L'hospitalisation à Ryad du président yéménite contesté Ali Abdallah Saleh après un attentat a ouvert le débat sur sa succession, l'opposition estimant qu'il n'est plus en position de gouverner alors que son camp dit qu'il est toujours constitutionnellement chef de l'État.

Opéré avec succès dimanche dans un hôpital de Ryad des suites des blessures subies dans le bombardement de son palais à Sanaa, le président Ali Abdallah Saleh se porte bien et qu'il rentrerait au Yémen dans «les prochains jours», après avoir été opéré en Arabie saoudite, a rapporté l'agence de presse officielle Saba.

«Son excellence récupère bien et rentrera au pays dans les prochains jours», a dit le vice-président Abed Rabbo Mansour Hadi au cours d'une réunion du parti au pouvoir.

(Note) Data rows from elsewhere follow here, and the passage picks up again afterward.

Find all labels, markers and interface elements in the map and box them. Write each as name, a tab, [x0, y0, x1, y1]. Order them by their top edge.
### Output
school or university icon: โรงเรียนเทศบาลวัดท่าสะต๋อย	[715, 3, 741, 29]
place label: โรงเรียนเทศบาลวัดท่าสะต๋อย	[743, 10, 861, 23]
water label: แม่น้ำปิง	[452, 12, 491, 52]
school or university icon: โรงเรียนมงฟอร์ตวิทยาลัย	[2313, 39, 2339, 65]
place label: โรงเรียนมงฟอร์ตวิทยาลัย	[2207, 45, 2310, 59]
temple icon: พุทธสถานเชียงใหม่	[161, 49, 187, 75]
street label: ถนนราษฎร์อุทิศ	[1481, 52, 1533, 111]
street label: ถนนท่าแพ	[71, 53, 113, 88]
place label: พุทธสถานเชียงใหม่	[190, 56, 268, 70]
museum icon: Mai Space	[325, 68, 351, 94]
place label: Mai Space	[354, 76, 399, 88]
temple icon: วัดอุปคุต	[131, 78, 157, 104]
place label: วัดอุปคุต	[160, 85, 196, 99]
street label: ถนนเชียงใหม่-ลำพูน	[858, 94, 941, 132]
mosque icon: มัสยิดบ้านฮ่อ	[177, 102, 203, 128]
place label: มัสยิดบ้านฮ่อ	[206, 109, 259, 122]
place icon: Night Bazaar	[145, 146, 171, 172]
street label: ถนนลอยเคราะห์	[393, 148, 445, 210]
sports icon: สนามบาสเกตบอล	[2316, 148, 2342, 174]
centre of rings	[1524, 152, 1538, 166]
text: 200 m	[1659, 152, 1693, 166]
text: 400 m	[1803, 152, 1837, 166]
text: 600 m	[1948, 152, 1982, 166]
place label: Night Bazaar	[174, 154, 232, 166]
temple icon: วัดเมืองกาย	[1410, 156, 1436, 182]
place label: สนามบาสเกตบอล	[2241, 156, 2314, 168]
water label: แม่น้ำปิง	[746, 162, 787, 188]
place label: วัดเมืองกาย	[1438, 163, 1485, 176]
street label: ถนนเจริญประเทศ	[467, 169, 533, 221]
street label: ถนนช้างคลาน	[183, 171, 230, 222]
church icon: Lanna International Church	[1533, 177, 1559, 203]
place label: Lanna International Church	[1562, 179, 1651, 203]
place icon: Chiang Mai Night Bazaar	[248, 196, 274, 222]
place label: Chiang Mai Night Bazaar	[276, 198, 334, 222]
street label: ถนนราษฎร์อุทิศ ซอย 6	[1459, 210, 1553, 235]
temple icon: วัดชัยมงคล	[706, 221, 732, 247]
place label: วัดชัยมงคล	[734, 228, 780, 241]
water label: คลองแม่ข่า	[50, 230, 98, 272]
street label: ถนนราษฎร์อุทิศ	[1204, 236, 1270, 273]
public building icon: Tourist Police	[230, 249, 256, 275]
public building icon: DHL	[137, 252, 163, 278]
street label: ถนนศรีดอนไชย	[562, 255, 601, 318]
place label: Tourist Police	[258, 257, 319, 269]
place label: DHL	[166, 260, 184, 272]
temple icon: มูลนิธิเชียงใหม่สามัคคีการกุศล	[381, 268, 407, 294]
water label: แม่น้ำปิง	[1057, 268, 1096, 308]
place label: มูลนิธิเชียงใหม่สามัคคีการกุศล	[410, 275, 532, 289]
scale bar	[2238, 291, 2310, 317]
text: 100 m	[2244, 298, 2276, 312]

«Le président aura perdu toute capacité de discernement s'il pense exercer de nouveau le pouvoir», a déclaré à l'AFP Hassan Zayd, l'un des dirigeants de l'opposition, tout en déplorant l'attentat de vendredi.

«Le message (de l'attentat), c'est qu'il est indésirable», a ajouté ce dirigeant.

L'entourage du chef de l'État a entretenu la confusion en imputant la responsabilité de l'attentat tantôt à la tribu al-Ahmar, tantôt à Al-Qaïda, et en évoquant même la piste d'un drone pour expliquer la précision du tir contre la mosquée du palais où étaient rassemblés les hauts dignitaires de l'État.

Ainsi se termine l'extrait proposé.